### Listed records
┌────────
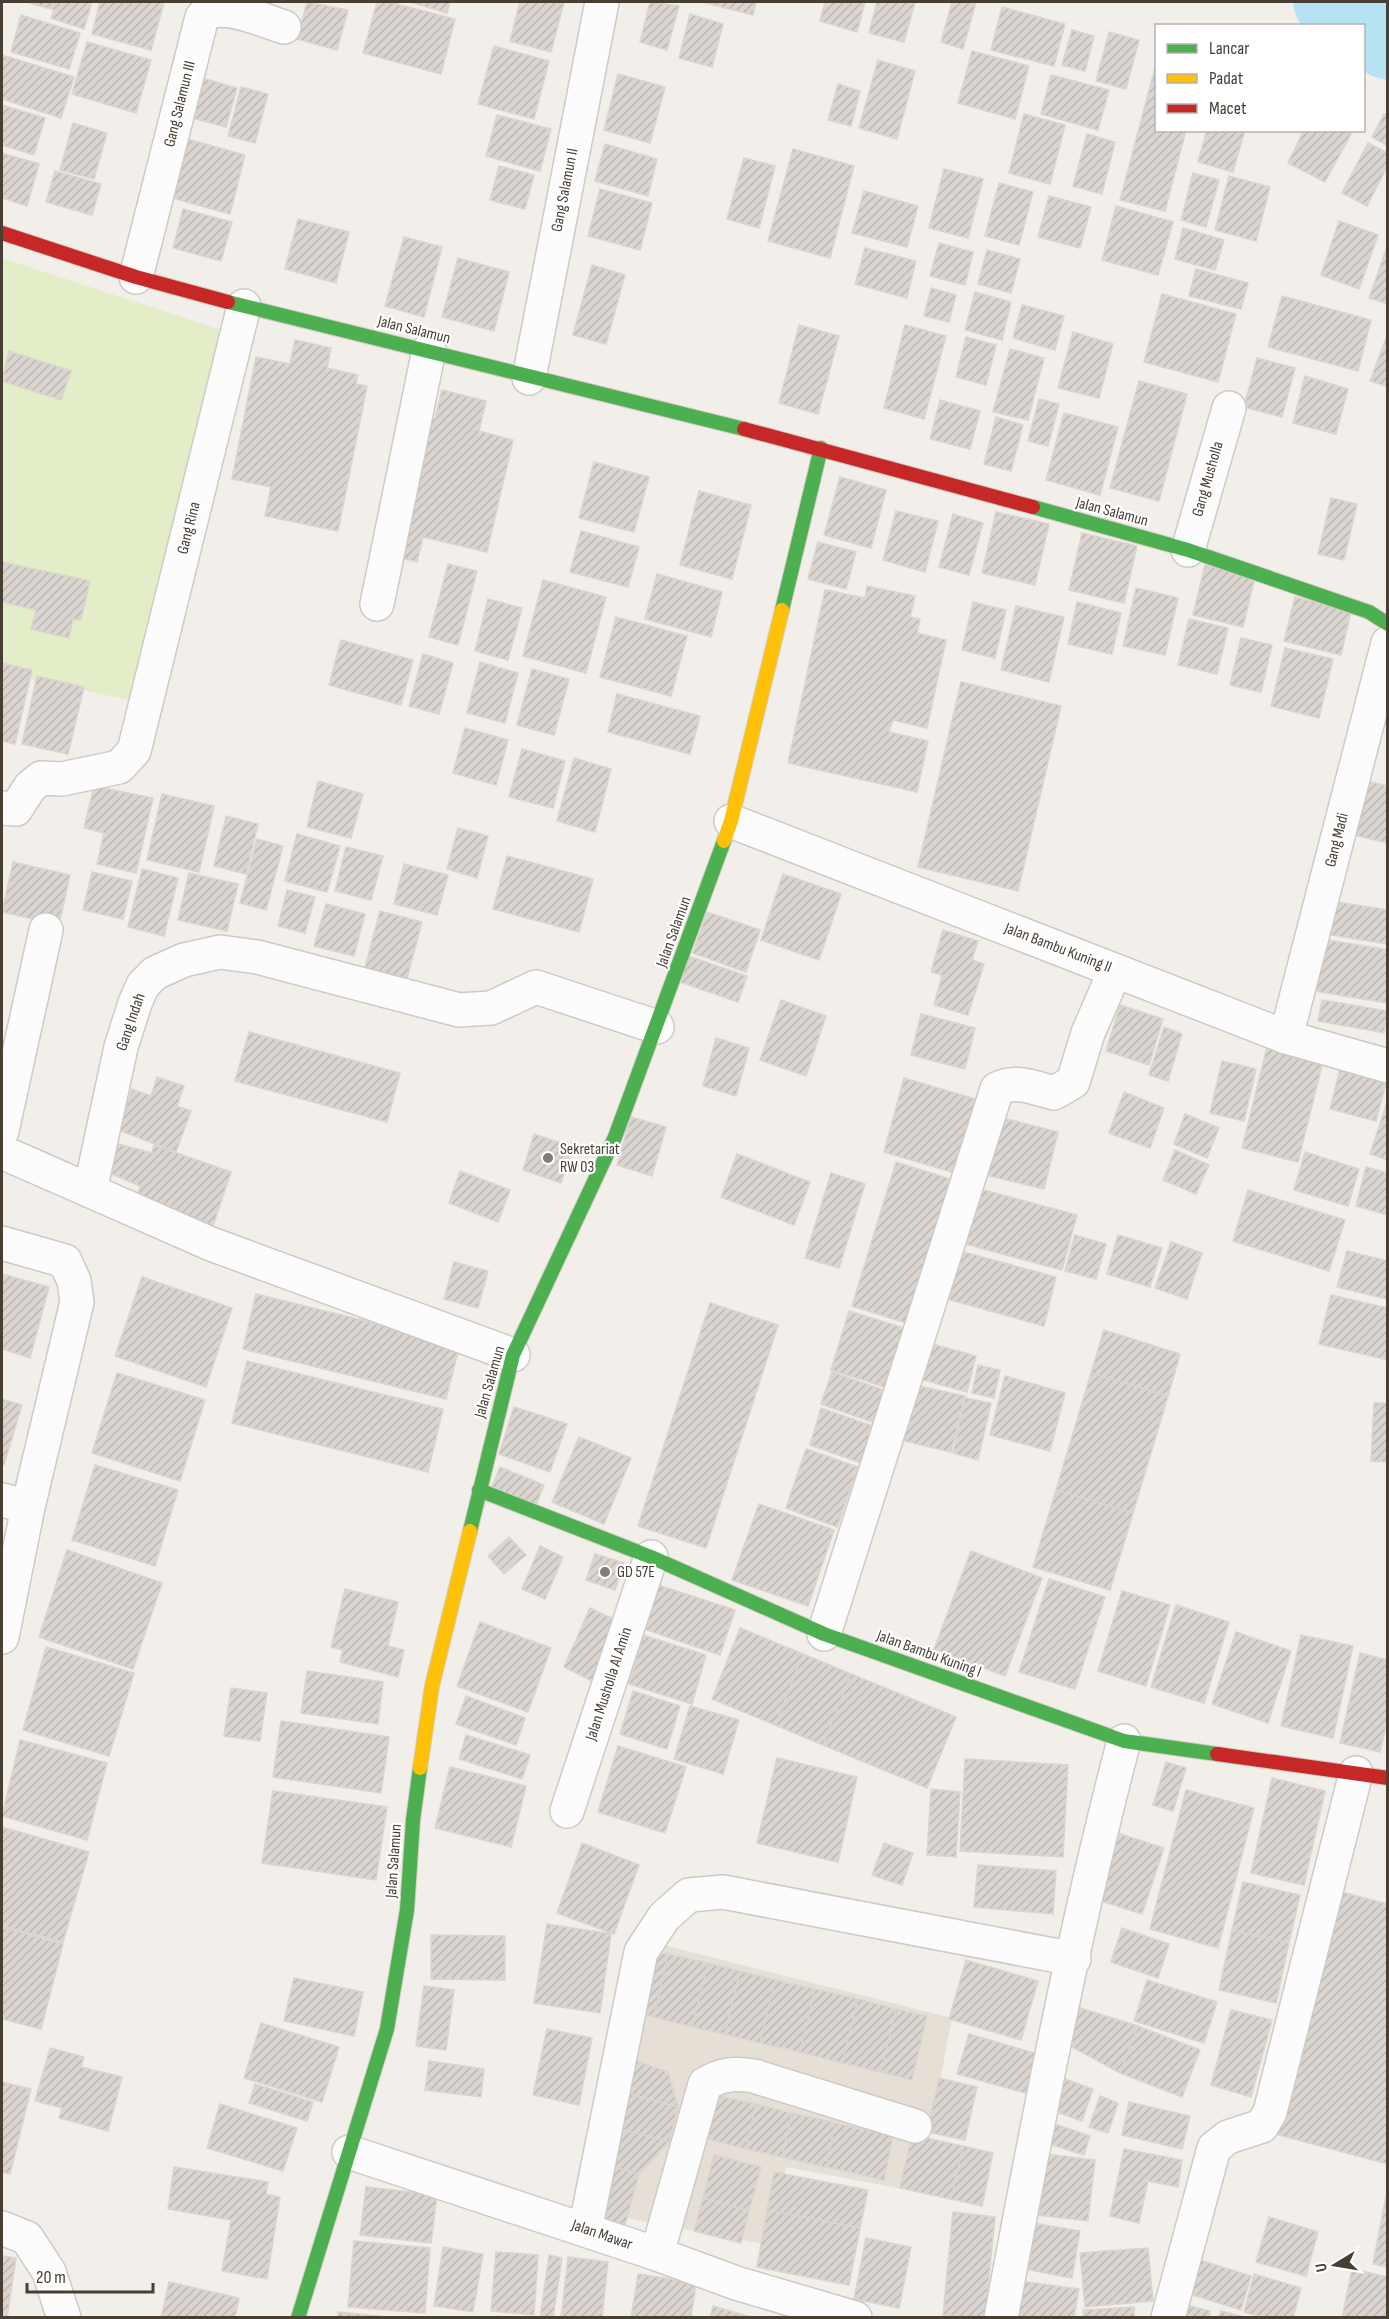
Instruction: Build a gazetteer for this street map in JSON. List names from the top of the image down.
{
  "streets": {
    "street": [
      "Gang Salamun III",
      "Gang Salamun II",
      "Jalan Salamun",
      "Gang Musholla",
      "Gang Rina",
      "Gang Madi",
      "Jalan Bambu Kuning II",
      "Gang Indah",
      "Jalan Bambu Kuning I",
      "Jalan Musholla Al Amin",
      "Jalan Mawar"
    ]
  },
  "crossings": [
    ["Gang Salamun III", "Jalan Salamun"],
    ["Gang Salamun II", "Jalan Salamun"],
    ["Jalan Salamun", "Gang Musholla"],
    ["Jalan Salamun", "Gang Rina"],
    ["Jalan Salamun", "Jalan Bambu Kuning II"],
    ["Jalan Salamun", "Gang Indah"],
    ["Jalan Salamun", "Jalan Bambu Kuning I"],
    ["Jalan Salamun", "Jalan Mawar"],
    ["Gang Madi", "Jalan Bambu Kuning II"],
    ["Jalan Bambu Kuning I", "Jalan Musholla Al Amin"]
  ],
  "places": ["Sekretariat RW 03", "GD 57E"],
  "legend": ["Lancar", "Padat", "Macet"],
  "scale_bar": "20 m",
  "north": "left"
}
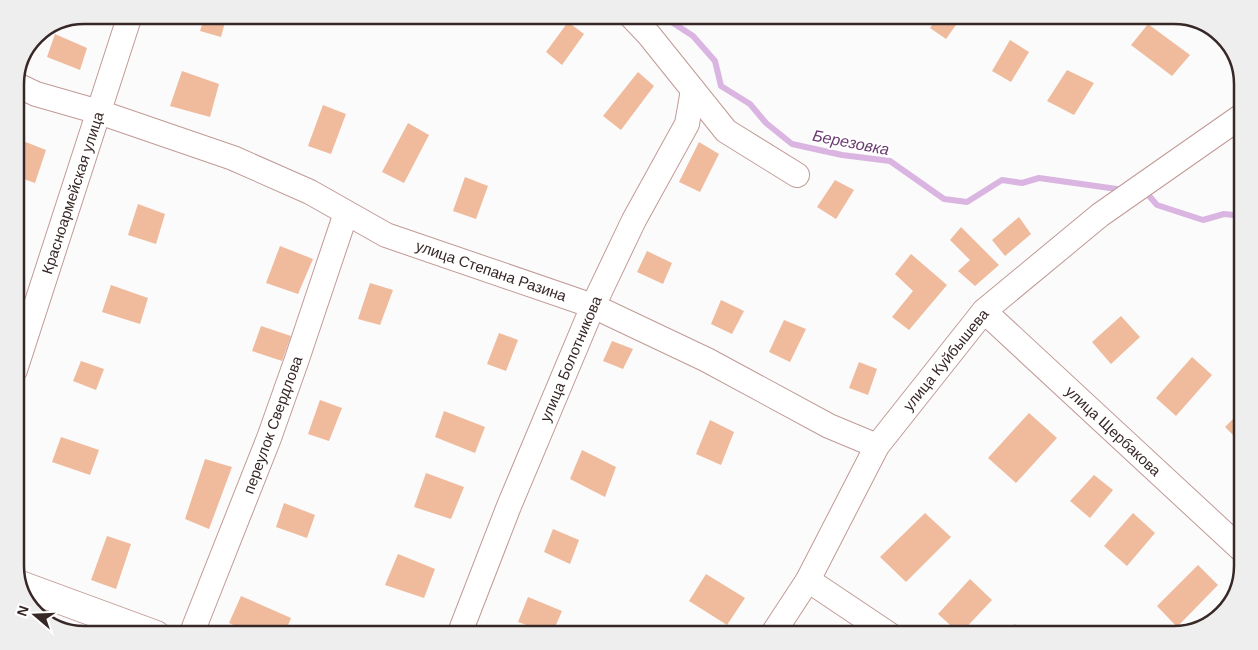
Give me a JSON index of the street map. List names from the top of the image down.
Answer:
{
  "streets": {
    "street": [
      "Красноармейская улица",
      "улица Степана Разина",
      "улица Болотникова",
      "улица Куйбышева",
      "переулок Свердлова",
      "улица Щербакова"
    ]
  },
  "crossings": [
    ["Красноармейская улица", "улица Степана Разина"],
    ["улица Степана Разина", "улица Болотникова"],
    ["улица Степана Разина", "улица Куйбышева"],
    ["улица Степана Разина", "переулок Свердлова"],
    ["улица Куйбышева", "улица Щербакова"]
  ],
  "water": ["Березовка"],
  "north": "left"
}
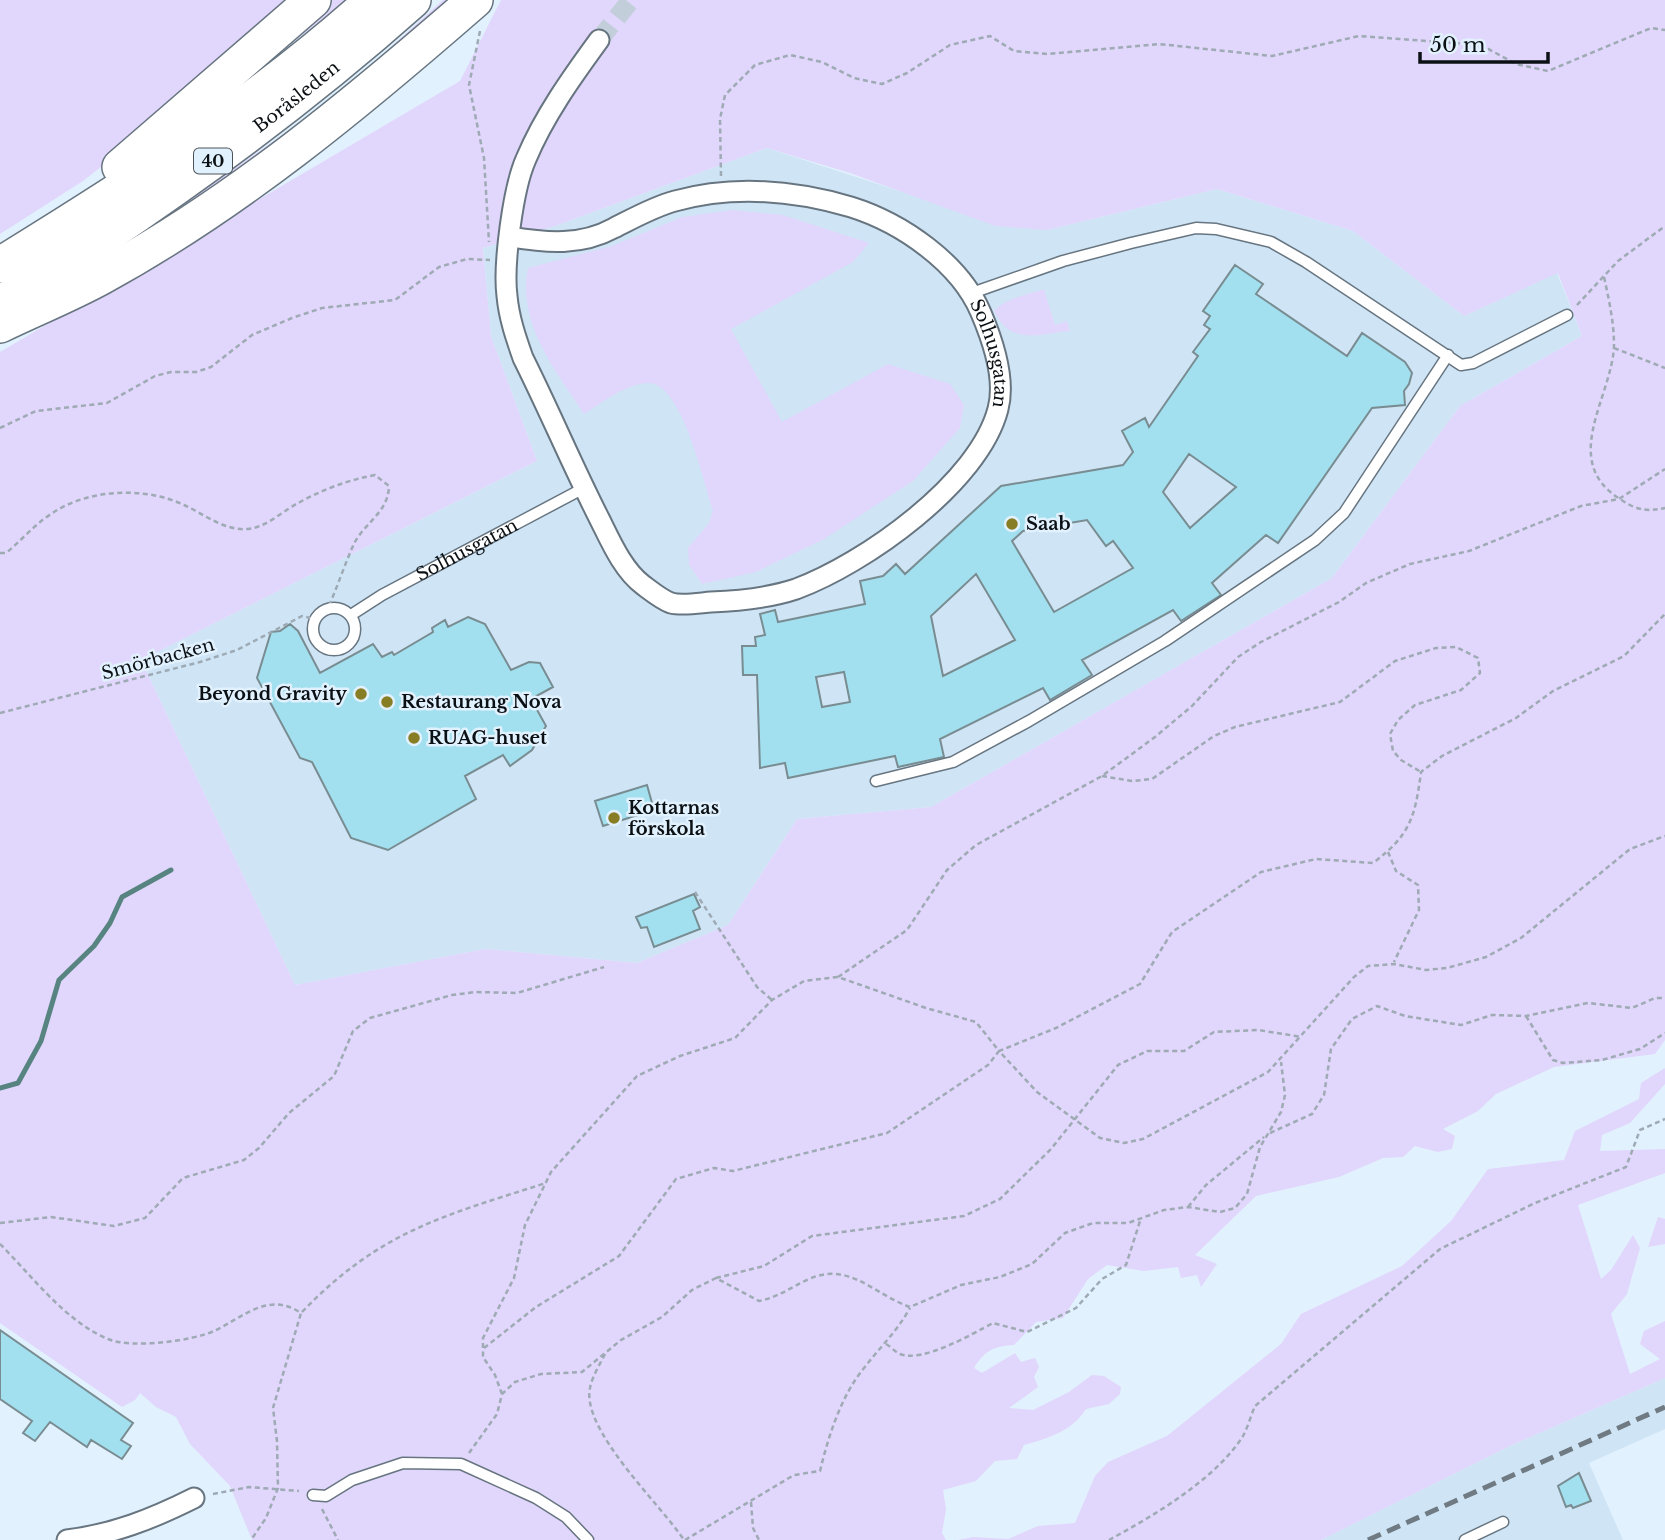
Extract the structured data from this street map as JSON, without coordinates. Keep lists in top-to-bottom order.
{
  "streets": {
    "highway": ["Boråsleden", "40"],
    "street": ["Solhusgatan"],
    "path": ["Smörbacken"]
  },
  "crossings": [
    ["Solhusgatan", "Smörbacken"]
  ],
  "places": [
    "Saab",
    "Beyond Gravity",
    "Restaurang Nova",
    "RUAG-huset",
    "Kottarnas förskola"
  ],
  "scale_bar": "50 m"
}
└────────
### Work order
What you return must match the material above exactly, apart from its pictures.

### Task response
Instruction: Build a gazetteer for this street map in JSON. List names from the top of the image down.
{
  "streets": {
    "street": [
      "Gang Salamun III",
      "Gang Salamun II",
      "Jalan Salamun",
      "Gang Musholla",
      "Gang Rina",
      "Gang Madi",
      "Jalan Bambu Kuning II",
      "Gang Indah",
      "Jalan Bambu Kuning I",
      "Jalan Musholla Al Amin",
      "Jalan Mawar"
    ]
  },
  "crossings": [
    ["Gang Salamun III", "Jalan Salamun"],
    ["Gang Salamun II", "Jalan Salamun"],
    ["Jalan Salamun", "Gang Musholla"],
    ["Jalan Salamun", "Gang Rina"],
    ["Jalan Salamun", "Jalan Bambu Kuning II"],
    ["Jalan Salamun", "Gang Indah"],
    ["Jalan Salamun", "Jalan Bambu Kuning I"],
    ["Jalan Salamun", "Jalan Mawar"],
    ["Gang Madi", "Jalan Bambu Kuning II"],
    ["Jalan Bambu Kuning I", "Jalan Musholla Al Amin"]
  ],
  "places": ["Sekretariat RW 03", "GD 57E"],
  "legend": ["Lancar", "Padat", "Macet"],
  "scale_bar": "20 m",
  "north": "left"
}
Give me a JSON index of the street map. List names from the top of the image down.
Answer:
{
  "streets": {
    "street": [
      "Красноармейская улица",
      "улица Степана Разина",
      "улица Болотникова",
      "улица Куйбышева",
      "переулок Свердлова",
      "улица Щербакова"
    ]
  },
  "crossings": [
    ["Красноармейская улица", "улица Степана Разина"],
    ["улица Степана Разина", "улица Болотникова"],
    ["улица Степана Разина", "улица Куйбышева"],
    ["улица Степана Разина", "переулок Свердлова"],
    ["улица Куйбышева", "улица Щербакова"]
  ],
  "water": ["Березовка"],
  "north": "left"
}
Extract the structured data from this street map as JSON, without coordinates. Keep lists in top-to-bottom order.
{
  "streets": {
    "highway": ["Boråsleden", "40"],
    "street": ["Solhusgatan"],
    "path": ["Smörbacken"]
  },
  "crossings": [
    ["Solhusgatan", "Smörbacken"]
  ],
  "places": [
    "Saab",
    "Beyond Gravity",
    "Restaurang Nova",
    "RUAG-huset",
    "Kottarnas förskola"
  ],
  "scale_bar": "50 m"
}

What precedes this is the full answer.